### Task to complete
Please copy out the lines in the entries that contain "rooms".

━━━━━ Exercise data

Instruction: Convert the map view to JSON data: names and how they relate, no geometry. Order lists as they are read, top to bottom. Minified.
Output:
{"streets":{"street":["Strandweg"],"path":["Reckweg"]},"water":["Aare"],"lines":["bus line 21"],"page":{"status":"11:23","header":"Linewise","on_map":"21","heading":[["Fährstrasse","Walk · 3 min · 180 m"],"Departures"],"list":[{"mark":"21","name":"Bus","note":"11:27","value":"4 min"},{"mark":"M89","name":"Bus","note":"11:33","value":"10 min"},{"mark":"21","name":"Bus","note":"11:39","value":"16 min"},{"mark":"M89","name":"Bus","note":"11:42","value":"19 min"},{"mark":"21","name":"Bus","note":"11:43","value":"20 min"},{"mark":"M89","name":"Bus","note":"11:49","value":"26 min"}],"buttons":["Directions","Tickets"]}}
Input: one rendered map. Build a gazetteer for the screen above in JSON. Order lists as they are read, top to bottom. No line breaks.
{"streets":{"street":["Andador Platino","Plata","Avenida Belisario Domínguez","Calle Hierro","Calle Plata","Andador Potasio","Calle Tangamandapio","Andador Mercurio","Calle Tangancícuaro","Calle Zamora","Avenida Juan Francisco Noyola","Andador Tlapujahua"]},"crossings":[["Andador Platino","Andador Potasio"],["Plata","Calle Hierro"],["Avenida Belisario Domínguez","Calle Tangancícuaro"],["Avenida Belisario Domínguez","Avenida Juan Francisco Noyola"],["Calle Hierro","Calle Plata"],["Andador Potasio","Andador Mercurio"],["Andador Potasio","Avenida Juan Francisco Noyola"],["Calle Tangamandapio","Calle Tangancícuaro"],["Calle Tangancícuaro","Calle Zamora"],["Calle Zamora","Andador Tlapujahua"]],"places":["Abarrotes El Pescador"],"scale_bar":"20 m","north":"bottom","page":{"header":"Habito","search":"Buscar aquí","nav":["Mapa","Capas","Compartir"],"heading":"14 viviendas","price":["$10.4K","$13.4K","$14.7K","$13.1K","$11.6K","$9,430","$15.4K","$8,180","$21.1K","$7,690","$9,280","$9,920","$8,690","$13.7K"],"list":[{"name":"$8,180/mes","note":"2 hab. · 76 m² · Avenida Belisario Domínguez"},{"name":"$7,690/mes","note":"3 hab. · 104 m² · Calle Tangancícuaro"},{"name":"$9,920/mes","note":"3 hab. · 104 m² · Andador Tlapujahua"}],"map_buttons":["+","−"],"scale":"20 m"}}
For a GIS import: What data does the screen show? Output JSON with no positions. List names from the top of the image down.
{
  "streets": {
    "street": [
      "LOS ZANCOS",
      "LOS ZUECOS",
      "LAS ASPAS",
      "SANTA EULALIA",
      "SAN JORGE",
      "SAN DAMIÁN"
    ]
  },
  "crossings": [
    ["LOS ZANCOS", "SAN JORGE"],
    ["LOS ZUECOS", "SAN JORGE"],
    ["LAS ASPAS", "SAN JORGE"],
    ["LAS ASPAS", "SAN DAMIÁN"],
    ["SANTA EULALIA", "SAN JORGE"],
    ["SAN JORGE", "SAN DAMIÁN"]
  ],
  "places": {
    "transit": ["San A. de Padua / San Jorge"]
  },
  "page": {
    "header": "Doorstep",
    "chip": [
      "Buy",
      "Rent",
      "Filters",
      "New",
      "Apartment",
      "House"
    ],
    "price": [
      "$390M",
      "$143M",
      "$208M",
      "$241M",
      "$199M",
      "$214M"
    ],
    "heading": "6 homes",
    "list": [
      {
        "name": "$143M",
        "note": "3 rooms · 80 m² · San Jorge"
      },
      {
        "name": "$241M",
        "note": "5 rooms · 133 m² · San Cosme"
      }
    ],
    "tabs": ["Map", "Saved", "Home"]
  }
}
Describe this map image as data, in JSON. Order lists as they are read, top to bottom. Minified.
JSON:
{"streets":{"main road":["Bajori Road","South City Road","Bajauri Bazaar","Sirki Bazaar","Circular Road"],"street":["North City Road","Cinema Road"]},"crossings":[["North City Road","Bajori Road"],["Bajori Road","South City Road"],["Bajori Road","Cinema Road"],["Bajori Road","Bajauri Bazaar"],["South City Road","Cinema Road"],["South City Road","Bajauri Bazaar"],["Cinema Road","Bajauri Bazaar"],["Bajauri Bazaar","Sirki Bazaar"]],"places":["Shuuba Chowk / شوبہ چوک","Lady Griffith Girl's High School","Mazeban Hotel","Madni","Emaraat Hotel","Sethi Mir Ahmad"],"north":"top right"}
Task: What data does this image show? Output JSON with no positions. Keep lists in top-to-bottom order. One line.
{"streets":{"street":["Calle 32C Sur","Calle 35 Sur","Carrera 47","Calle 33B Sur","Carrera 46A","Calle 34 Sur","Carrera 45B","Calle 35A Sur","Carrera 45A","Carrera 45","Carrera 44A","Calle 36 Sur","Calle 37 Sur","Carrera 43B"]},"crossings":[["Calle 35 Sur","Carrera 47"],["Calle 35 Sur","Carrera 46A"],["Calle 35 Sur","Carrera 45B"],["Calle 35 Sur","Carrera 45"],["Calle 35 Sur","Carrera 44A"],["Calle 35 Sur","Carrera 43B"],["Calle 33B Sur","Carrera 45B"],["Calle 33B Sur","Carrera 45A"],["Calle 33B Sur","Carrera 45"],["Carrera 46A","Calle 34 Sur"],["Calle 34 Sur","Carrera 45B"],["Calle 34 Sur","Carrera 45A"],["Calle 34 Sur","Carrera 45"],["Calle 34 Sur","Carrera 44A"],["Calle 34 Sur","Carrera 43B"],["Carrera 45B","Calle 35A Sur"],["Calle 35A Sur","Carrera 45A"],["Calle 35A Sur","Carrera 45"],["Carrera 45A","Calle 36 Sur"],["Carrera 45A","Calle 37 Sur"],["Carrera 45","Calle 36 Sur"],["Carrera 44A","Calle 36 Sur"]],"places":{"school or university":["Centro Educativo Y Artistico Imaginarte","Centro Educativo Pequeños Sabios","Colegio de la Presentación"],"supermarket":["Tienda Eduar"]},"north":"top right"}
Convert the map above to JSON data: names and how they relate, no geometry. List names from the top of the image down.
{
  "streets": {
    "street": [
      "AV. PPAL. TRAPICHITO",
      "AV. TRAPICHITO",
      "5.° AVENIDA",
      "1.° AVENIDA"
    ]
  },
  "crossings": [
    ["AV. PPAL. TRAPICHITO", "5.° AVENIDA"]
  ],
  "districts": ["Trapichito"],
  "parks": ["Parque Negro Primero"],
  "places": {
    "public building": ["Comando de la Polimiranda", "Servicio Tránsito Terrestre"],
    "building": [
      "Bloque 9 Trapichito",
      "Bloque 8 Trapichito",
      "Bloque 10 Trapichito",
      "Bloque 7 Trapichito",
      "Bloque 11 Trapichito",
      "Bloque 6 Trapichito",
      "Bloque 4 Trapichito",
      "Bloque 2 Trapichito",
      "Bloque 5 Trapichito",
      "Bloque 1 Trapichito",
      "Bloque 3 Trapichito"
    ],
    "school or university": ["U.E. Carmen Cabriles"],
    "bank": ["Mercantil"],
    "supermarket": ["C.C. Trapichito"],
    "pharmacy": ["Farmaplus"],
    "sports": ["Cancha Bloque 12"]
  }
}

━━━━━━━━━━

### Your solution
        "note": "3 rooms · 80 m² · San Jorge"
        "note": "5 rooms · 133 m² · San Cosme"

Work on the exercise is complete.